(EXERCISE AIM):
Show, from the records below, all lines that contain the word "check".

(Collected data):
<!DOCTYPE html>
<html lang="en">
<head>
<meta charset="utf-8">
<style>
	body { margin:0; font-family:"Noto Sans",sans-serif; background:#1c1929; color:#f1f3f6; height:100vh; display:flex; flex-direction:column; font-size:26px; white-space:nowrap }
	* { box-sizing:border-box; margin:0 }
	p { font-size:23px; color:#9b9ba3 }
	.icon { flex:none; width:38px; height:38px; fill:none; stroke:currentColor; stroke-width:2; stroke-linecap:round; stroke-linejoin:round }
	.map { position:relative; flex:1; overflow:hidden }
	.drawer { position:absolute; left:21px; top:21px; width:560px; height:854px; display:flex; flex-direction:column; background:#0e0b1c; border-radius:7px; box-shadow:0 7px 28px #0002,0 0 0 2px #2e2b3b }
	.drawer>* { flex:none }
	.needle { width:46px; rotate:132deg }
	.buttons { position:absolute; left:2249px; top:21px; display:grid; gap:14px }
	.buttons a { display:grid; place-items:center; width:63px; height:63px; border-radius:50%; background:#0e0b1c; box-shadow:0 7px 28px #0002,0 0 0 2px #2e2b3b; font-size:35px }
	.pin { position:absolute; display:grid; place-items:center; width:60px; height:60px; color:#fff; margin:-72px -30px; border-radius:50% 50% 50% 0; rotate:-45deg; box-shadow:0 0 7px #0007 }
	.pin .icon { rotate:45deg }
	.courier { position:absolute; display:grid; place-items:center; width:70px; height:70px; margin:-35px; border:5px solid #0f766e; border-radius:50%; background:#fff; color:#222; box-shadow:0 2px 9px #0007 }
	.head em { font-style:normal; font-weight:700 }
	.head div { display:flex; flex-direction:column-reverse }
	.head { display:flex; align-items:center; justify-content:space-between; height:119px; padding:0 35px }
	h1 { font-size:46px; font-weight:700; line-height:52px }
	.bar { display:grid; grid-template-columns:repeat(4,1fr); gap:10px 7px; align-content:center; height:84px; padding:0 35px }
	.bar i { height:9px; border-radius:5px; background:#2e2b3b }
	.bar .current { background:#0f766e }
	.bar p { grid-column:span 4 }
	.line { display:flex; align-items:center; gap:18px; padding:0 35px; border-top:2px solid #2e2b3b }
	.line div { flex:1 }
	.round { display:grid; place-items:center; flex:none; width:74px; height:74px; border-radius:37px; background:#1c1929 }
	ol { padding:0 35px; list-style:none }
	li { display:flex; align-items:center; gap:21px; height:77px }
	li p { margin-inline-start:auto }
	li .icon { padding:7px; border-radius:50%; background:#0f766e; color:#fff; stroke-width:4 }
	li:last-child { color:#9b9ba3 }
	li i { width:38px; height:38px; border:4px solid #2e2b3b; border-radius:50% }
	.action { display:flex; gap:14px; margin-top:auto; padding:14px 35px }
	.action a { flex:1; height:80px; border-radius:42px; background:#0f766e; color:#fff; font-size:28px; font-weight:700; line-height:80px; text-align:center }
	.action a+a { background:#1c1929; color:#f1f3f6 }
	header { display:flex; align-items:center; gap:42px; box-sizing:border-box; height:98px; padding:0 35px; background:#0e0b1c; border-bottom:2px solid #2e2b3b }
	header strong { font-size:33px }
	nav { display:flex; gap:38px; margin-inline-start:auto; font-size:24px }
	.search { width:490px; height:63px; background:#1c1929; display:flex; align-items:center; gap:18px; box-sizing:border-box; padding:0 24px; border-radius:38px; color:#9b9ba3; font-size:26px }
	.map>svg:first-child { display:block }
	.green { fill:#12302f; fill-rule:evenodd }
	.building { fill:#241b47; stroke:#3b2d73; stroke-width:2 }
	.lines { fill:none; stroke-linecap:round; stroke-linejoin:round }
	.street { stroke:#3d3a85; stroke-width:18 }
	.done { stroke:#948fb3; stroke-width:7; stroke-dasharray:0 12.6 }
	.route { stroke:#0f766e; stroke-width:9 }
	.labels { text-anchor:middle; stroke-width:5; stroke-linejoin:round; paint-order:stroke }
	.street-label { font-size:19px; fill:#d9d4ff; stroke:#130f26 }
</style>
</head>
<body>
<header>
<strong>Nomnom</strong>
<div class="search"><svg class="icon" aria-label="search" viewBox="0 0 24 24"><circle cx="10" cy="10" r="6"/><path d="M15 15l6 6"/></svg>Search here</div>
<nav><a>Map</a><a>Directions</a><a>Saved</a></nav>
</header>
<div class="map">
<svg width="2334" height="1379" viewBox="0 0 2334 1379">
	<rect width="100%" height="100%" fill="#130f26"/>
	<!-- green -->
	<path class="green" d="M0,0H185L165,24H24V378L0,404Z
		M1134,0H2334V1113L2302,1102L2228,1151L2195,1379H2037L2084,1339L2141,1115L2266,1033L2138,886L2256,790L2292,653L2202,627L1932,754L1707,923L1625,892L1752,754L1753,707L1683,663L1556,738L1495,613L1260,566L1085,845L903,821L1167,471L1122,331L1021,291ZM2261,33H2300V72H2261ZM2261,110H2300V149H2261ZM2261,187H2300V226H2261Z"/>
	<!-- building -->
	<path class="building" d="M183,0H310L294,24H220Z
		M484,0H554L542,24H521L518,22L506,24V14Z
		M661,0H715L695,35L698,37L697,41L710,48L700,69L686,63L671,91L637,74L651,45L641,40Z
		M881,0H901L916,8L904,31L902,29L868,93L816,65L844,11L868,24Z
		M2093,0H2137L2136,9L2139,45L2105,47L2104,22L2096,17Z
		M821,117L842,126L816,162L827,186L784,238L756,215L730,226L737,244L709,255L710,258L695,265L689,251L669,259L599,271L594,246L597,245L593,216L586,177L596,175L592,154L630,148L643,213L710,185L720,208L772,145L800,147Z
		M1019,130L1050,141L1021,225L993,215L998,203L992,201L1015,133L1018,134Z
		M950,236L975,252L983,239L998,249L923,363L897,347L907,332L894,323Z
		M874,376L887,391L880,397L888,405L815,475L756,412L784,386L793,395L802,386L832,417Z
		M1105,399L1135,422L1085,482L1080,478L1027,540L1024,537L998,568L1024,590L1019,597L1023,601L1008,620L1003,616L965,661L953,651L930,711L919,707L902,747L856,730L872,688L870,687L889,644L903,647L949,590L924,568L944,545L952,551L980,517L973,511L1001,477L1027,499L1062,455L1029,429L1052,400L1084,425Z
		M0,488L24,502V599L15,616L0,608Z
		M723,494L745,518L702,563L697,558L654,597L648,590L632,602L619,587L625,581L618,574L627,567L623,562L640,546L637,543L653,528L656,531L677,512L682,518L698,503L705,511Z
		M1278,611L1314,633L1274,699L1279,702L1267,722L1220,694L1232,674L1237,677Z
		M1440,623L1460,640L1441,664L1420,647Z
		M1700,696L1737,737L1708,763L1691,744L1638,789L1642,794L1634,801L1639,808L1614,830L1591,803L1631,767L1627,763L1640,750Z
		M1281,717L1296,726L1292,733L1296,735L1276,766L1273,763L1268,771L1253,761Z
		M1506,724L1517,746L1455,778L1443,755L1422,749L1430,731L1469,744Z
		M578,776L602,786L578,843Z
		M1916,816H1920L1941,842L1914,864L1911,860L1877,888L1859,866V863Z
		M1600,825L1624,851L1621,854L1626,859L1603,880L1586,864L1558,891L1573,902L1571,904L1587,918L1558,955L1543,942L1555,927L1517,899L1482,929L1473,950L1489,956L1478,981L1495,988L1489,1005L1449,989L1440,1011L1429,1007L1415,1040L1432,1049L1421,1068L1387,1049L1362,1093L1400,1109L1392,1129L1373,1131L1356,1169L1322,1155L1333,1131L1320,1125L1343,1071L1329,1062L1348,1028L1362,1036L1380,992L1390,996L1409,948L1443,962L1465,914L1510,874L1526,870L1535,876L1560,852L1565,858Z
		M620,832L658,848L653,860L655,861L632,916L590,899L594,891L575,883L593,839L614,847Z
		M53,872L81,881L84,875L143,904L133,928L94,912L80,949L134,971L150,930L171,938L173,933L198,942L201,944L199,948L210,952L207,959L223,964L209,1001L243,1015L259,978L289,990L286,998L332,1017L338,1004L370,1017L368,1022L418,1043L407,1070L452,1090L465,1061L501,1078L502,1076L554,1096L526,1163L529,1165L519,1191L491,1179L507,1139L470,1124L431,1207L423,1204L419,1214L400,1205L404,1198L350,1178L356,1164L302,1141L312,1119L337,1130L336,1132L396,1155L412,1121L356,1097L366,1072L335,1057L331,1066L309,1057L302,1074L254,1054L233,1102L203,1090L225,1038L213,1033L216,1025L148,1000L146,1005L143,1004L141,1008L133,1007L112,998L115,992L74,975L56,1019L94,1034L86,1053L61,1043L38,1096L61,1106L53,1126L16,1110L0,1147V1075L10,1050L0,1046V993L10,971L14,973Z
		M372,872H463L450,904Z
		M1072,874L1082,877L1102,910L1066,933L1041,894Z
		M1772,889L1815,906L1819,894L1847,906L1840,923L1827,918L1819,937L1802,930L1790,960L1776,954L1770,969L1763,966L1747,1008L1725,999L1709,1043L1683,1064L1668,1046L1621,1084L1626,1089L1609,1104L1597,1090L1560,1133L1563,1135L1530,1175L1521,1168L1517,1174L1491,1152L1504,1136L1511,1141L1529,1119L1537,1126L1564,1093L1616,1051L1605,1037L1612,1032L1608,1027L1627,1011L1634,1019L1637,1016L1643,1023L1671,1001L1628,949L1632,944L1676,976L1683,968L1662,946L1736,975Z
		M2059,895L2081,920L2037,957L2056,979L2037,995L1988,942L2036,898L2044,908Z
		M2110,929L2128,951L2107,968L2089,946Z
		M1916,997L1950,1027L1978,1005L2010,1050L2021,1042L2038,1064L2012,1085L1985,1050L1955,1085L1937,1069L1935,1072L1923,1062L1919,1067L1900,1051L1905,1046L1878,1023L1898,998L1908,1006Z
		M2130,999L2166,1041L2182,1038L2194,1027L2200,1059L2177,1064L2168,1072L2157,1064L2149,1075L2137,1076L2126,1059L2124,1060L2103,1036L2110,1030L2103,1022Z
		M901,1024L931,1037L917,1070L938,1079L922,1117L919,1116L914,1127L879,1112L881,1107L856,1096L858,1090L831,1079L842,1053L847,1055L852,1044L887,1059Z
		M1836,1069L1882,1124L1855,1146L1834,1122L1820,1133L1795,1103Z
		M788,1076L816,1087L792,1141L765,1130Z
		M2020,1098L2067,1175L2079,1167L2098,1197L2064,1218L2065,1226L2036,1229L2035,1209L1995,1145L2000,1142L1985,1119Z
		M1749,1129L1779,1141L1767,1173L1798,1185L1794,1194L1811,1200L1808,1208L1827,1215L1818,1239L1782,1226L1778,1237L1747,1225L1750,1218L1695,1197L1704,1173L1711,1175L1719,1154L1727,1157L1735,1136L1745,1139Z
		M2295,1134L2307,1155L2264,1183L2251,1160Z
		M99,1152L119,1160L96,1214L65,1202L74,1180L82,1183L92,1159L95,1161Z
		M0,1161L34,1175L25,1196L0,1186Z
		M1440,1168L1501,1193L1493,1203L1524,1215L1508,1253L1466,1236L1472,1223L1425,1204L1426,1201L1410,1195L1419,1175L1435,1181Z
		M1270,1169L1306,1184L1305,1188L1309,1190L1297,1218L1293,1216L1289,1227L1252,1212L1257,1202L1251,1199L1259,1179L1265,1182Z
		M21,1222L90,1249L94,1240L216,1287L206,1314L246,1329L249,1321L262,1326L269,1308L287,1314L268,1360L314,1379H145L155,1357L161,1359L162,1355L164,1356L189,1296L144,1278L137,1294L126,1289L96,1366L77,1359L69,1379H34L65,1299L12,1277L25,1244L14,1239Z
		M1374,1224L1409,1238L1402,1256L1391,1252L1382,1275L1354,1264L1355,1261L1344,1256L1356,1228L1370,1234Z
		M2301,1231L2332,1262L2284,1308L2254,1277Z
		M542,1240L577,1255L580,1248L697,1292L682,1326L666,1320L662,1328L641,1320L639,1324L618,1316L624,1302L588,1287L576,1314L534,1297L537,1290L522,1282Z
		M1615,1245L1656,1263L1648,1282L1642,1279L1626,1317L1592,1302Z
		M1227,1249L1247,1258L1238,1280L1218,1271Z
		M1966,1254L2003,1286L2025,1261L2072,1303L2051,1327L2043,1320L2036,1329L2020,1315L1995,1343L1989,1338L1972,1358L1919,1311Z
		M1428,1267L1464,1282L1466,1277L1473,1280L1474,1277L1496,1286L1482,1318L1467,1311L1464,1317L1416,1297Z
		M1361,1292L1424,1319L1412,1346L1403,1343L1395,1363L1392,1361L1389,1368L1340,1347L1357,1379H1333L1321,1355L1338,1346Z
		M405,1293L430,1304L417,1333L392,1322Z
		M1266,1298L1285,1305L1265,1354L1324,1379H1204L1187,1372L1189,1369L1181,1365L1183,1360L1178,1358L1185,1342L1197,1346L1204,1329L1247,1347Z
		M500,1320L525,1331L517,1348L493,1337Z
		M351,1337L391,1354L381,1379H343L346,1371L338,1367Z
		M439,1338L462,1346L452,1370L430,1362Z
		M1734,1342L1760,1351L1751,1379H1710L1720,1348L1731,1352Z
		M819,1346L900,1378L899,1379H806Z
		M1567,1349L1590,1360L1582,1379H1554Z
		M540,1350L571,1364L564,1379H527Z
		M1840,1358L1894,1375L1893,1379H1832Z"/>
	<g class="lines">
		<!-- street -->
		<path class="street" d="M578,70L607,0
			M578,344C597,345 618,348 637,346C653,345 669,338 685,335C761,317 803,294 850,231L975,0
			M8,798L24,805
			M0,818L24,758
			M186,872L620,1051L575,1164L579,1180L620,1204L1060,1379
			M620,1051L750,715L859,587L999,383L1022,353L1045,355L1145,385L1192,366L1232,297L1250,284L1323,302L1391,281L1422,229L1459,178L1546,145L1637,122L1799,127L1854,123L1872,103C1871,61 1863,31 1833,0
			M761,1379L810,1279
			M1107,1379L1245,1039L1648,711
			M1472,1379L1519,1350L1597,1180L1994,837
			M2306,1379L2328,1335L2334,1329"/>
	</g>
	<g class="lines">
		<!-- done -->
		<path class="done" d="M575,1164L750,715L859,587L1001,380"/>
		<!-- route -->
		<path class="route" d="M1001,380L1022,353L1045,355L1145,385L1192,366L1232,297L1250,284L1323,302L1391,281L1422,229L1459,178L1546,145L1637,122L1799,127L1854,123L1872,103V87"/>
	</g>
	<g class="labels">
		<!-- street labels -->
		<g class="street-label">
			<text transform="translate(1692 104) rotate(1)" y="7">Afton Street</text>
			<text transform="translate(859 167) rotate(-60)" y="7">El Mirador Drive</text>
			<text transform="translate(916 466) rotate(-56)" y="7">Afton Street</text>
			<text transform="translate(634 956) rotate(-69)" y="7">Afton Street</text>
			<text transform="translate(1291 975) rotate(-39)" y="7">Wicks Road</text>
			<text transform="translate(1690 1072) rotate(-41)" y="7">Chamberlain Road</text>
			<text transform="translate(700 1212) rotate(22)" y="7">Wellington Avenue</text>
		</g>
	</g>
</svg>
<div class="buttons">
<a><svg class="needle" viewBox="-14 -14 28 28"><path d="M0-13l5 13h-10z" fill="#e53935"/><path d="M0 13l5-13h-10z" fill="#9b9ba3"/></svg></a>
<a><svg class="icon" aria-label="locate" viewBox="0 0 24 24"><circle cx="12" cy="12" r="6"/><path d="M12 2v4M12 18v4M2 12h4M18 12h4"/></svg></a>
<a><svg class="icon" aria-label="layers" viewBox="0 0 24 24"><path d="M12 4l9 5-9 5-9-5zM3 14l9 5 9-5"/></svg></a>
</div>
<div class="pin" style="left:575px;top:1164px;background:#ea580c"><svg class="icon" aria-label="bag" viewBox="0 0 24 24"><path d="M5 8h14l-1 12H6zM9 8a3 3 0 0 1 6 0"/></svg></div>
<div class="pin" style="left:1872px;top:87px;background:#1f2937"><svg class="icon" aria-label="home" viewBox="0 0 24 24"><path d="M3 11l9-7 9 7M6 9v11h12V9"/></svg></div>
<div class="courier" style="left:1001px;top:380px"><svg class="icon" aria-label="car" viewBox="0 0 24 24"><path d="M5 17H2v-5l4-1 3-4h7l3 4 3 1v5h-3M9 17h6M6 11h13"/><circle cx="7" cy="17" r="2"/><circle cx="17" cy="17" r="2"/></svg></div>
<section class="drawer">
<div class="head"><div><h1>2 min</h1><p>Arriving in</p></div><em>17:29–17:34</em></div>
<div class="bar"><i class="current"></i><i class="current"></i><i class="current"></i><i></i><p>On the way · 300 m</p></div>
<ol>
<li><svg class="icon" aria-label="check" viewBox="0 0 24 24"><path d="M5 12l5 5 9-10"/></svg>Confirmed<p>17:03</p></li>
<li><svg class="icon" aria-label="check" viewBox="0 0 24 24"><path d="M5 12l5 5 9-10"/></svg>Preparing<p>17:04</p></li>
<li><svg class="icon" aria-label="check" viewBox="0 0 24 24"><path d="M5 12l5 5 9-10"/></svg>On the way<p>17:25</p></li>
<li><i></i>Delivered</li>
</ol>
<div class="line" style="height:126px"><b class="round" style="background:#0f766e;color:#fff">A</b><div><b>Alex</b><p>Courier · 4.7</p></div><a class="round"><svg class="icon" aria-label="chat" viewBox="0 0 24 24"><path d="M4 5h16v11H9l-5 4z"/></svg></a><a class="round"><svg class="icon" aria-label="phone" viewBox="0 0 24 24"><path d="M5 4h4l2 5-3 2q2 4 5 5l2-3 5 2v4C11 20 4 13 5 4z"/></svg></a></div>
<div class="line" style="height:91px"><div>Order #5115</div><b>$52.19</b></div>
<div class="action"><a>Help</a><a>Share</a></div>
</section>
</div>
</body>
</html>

(WRITTEN ANSWER):
<li><svg class="icon" aria-label="check" viewBox="0 0 24 24"><path d="M5 12l5 5 9-10"/></svg>Confirmed<p>17:03</p></li>
<li><svg class="icon" aria-label="check" viewBox="0 0 24 24"><path d="M5 12l5 5 9-10"/></svg>Preparing<p>17:04</p></li>
<li><svg class="icon" aria-label="check" viewBox="0 0 24 24"><path d="M5 12l5 5 9-10"/></svg>On the way<p>17:25</p></li>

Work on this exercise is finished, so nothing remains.